Instructions for the task: If a line in the data holds "arrive", copy that line out in full.

Provided data:
-- Opening Marker --
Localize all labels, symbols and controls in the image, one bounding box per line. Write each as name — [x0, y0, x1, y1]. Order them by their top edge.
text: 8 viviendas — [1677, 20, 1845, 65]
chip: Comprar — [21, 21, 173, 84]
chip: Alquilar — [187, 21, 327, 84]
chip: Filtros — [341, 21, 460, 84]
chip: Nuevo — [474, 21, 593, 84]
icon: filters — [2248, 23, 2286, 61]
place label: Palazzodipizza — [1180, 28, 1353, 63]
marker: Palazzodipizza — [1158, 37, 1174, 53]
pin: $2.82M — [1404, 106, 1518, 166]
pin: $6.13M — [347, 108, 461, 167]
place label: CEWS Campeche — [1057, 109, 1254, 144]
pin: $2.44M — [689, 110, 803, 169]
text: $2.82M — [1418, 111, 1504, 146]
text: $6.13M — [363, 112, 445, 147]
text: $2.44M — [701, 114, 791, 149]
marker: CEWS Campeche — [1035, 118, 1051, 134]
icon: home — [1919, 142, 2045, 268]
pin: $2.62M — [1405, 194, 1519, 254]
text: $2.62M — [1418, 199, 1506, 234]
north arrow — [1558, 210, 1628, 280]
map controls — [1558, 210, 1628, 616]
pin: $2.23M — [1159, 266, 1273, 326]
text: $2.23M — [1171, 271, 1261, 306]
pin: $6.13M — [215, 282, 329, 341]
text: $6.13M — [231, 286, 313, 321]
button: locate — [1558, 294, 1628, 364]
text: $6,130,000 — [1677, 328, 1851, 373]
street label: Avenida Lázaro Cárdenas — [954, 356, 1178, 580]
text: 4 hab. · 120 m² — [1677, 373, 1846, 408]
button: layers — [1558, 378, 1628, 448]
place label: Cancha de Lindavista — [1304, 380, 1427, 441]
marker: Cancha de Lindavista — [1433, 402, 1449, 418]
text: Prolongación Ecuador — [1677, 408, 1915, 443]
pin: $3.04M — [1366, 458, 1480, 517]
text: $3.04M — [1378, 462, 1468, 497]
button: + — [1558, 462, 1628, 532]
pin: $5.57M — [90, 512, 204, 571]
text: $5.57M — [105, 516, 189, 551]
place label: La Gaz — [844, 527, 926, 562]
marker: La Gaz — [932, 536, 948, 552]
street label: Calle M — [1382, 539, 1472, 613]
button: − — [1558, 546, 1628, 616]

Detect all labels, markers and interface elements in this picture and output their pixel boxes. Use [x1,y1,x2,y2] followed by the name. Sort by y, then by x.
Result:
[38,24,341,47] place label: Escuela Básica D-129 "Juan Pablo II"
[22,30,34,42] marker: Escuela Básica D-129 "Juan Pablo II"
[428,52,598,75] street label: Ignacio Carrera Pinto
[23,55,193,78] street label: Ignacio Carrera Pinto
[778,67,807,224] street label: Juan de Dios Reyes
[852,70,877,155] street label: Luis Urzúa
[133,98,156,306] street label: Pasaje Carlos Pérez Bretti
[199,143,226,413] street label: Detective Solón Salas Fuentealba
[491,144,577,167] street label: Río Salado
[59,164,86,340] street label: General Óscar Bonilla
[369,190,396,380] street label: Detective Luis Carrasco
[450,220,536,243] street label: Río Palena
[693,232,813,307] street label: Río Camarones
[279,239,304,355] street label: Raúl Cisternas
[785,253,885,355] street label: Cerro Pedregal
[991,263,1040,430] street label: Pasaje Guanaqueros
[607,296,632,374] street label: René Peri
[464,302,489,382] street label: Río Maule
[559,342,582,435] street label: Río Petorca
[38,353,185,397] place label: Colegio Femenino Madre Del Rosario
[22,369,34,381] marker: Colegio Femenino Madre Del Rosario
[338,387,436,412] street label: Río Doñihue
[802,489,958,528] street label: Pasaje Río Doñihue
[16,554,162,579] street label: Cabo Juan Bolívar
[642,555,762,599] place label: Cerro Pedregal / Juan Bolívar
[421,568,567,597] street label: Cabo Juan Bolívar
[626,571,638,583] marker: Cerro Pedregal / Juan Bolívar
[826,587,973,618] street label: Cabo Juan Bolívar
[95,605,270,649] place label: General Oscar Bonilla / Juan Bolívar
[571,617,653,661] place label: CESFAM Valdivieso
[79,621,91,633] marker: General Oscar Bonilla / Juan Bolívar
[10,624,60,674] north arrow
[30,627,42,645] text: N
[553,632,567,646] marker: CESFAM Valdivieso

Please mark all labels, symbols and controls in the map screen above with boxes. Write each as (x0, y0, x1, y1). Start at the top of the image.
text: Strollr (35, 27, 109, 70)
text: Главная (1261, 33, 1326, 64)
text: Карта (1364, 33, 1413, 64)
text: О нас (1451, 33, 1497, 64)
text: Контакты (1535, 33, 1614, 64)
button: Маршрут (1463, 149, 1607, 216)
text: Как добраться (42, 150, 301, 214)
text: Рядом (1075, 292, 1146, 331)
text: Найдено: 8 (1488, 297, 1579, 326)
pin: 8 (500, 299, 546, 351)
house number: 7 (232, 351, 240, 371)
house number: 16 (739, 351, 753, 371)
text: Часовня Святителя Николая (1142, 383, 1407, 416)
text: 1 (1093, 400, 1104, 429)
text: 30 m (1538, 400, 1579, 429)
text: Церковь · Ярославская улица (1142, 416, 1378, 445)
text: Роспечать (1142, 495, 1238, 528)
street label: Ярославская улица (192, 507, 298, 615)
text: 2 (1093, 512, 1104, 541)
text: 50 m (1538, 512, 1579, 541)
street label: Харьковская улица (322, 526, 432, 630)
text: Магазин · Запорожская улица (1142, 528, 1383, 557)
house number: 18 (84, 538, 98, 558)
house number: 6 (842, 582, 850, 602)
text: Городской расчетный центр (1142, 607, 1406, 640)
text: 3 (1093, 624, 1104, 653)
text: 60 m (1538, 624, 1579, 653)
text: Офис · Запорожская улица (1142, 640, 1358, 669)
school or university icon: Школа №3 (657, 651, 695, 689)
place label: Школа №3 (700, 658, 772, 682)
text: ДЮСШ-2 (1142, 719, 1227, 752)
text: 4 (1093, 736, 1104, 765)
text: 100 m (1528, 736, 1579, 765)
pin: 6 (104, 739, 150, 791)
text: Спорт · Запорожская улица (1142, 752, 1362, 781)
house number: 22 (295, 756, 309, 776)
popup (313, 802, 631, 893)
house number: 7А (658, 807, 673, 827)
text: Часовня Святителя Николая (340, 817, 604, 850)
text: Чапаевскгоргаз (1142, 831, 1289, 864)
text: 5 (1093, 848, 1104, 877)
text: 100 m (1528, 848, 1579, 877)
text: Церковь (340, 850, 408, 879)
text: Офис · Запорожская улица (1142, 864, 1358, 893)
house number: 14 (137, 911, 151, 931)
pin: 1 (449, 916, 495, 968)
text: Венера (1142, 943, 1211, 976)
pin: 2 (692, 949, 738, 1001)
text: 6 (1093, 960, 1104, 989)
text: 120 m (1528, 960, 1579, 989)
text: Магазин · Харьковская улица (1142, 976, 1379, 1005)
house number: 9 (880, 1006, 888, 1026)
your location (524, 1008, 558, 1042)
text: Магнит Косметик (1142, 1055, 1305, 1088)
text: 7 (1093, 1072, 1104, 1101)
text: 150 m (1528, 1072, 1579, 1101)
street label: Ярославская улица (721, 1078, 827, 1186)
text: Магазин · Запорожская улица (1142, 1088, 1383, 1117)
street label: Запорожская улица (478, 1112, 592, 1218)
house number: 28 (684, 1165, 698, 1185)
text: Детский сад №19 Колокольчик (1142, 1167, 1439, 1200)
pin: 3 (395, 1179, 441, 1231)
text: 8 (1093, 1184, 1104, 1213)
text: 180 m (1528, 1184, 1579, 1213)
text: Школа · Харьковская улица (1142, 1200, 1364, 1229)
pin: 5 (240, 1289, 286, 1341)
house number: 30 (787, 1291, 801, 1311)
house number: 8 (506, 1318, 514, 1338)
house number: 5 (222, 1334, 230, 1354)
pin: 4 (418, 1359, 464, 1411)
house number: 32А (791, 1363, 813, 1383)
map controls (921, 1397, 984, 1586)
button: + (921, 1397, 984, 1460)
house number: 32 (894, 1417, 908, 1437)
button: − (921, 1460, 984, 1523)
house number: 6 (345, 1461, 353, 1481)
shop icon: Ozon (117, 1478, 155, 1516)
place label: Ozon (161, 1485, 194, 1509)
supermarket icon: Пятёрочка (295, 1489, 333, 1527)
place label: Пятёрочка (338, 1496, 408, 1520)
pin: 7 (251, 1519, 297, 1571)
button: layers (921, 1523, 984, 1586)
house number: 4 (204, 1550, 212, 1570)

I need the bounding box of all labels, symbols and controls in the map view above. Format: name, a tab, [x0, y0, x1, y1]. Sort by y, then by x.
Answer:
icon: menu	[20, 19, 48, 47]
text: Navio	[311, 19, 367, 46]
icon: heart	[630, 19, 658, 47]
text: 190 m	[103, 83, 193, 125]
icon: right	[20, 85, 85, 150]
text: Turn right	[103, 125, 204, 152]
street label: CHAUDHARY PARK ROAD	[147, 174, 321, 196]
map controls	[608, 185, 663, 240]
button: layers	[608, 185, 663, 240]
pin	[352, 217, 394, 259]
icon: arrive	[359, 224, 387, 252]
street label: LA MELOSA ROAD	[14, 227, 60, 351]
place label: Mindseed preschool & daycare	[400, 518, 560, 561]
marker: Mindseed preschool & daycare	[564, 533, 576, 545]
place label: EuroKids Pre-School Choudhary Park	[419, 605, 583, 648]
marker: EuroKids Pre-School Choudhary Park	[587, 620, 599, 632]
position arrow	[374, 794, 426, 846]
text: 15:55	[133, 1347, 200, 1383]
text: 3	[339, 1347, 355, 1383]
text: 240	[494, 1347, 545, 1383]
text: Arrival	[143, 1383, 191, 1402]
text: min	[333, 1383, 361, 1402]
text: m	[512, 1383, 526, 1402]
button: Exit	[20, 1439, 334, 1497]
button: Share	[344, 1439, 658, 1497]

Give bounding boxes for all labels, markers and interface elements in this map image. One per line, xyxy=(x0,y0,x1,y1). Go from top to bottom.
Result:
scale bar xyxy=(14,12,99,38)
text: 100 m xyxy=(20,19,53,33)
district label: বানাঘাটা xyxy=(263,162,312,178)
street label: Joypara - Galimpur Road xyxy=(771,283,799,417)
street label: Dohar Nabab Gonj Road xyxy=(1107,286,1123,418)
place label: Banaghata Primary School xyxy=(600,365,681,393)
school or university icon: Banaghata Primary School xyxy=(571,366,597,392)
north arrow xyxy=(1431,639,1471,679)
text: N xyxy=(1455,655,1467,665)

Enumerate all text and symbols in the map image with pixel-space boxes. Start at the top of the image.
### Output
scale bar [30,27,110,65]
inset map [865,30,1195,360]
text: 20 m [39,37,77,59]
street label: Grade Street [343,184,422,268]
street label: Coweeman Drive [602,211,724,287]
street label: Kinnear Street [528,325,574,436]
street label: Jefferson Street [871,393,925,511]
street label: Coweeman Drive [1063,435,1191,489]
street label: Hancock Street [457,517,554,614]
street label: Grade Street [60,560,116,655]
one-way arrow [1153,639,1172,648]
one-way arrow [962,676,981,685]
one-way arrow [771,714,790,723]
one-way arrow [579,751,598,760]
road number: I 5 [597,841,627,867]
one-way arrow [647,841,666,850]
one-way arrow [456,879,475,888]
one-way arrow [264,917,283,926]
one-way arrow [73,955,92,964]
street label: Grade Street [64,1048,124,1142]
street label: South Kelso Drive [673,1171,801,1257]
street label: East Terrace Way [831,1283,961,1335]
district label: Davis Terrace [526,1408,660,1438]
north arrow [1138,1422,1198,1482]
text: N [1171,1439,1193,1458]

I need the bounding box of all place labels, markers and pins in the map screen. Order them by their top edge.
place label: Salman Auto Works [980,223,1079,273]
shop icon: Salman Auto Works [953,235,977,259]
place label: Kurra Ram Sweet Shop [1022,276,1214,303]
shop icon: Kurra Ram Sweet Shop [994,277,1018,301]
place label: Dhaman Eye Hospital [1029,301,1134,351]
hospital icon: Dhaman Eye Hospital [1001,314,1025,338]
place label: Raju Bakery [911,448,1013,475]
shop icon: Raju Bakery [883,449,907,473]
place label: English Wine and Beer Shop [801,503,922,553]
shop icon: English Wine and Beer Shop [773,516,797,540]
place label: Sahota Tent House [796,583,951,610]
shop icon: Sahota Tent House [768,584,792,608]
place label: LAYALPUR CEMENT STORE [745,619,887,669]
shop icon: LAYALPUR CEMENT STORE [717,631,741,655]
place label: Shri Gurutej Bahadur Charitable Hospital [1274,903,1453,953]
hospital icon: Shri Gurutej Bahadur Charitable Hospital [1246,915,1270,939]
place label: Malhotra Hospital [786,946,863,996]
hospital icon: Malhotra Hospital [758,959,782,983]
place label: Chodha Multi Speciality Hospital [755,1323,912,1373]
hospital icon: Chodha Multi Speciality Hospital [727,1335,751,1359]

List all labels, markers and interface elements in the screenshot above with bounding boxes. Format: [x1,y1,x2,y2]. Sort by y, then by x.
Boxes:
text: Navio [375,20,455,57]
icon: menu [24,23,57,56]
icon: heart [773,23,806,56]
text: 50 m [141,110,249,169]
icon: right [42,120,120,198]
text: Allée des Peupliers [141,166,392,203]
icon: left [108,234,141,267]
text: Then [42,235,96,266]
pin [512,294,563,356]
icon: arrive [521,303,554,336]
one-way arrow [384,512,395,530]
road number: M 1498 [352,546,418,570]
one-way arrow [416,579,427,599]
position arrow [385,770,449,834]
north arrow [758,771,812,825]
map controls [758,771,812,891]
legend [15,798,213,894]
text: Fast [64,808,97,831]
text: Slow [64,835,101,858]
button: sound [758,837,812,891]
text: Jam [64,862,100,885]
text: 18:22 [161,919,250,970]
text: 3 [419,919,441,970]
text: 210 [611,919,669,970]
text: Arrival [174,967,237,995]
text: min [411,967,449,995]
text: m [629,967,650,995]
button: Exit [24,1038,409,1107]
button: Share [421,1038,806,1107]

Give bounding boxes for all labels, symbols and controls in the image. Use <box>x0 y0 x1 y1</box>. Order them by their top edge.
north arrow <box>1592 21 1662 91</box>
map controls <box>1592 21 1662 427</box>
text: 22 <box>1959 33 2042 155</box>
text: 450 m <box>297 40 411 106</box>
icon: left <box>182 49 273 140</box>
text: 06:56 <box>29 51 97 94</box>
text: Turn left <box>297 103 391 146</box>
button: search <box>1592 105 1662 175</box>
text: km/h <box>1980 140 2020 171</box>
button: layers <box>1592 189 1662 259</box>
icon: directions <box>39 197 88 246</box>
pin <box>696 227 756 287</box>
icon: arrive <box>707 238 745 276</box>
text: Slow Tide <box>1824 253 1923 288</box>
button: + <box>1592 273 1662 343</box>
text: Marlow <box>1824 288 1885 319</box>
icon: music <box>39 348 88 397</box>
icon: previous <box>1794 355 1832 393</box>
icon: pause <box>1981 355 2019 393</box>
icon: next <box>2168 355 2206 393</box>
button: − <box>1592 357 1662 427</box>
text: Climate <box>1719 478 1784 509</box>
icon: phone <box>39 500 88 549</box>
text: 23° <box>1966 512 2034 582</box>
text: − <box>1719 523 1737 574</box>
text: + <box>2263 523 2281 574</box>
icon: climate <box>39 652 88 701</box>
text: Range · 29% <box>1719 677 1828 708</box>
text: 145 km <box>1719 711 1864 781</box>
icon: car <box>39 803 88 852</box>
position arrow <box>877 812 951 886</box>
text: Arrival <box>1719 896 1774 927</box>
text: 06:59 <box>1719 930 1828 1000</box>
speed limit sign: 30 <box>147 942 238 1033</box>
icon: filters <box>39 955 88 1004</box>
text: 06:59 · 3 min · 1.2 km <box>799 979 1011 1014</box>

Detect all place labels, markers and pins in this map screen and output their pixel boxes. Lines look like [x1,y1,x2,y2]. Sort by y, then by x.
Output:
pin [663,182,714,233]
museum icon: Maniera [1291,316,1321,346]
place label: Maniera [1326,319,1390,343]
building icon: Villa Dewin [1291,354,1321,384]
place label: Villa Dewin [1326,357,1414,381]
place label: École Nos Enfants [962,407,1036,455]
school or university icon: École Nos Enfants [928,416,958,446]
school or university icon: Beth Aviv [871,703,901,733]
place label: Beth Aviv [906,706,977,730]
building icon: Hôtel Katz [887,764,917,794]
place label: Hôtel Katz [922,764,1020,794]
-- Closing Marker --
Response to this task:
icon: arrive	[359, 224, 387, 252]
icon: arrive [521,303,554,336]
icon: arrive <box>707 238 745 276</box>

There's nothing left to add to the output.